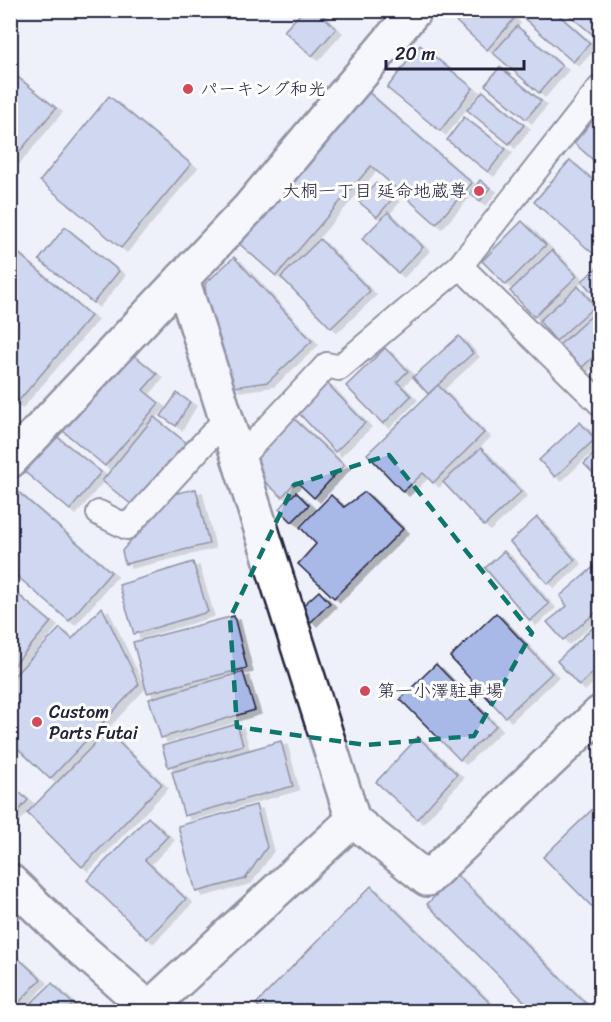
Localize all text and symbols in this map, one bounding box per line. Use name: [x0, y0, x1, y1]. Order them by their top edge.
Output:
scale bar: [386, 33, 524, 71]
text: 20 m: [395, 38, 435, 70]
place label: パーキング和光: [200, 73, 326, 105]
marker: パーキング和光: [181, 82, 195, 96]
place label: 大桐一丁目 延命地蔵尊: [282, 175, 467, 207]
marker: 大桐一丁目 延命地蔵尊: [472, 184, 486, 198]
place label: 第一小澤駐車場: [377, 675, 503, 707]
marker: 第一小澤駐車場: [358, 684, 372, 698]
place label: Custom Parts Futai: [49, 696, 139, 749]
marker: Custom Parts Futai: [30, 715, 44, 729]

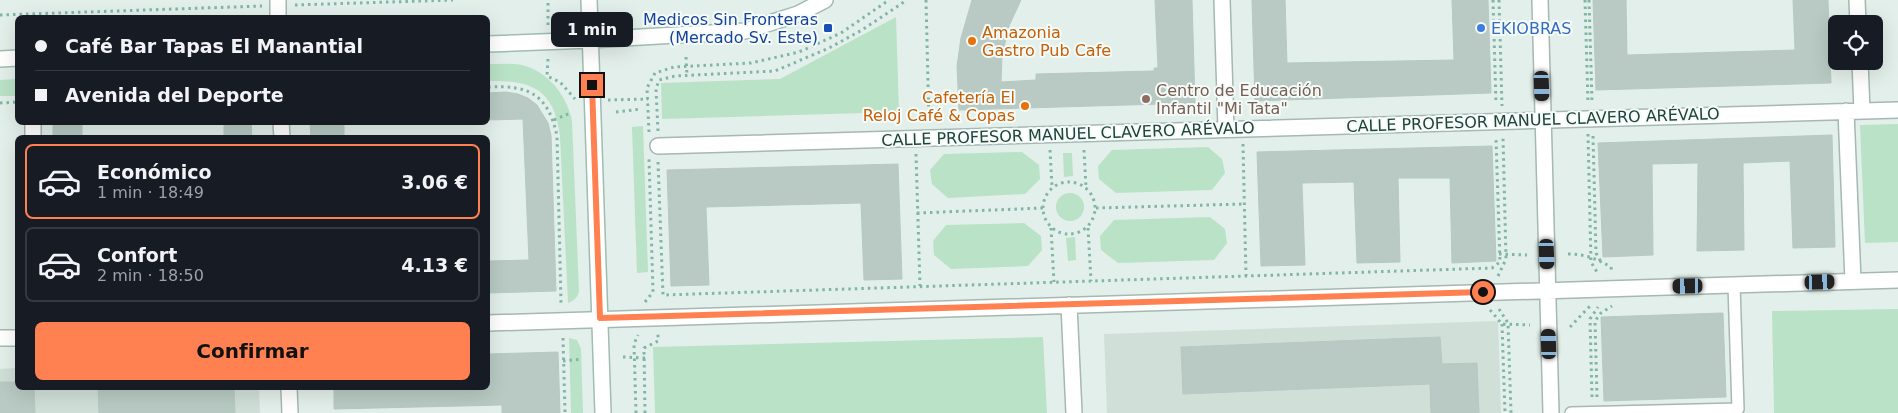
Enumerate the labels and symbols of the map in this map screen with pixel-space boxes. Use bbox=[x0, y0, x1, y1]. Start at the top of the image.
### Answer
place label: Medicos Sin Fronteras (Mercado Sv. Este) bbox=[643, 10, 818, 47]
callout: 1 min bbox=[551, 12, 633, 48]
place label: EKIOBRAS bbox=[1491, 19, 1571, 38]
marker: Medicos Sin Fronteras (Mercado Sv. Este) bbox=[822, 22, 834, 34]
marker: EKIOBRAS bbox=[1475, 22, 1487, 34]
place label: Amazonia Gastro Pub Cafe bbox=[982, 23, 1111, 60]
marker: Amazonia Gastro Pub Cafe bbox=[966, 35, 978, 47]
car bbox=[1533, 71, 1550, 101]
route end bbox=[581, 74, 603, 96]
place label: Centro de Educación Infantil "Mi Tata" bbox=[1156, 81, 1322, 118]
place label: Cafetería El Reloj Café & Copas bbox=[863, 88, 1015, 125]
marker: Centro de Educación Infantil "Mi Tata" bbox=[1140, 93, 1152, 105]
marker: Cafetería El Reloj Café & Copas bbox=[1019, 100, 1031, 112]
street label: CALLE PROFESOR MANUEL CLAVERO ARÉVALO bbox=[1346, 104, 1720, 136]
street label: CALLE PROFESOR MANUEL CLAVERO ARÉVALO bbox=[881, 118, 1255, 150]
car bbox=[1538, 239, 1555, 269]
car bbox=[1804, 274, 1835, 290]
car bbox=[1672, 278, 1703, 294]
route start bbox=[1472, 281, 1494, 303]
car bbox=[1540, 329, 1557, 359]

------------------------------------------------

The required answer is each line of the entries containing the string "symbols".

Localize all text and symbols in this map, one bounding box per line. Use name: [x0, y0, x1, y1]. Order them by their top edge.
Enumerate the labels and symbols of the map in this map screen with pixel-space boxes. Use bbox=[x0, y0, x1, y1]. Start at the top of the image.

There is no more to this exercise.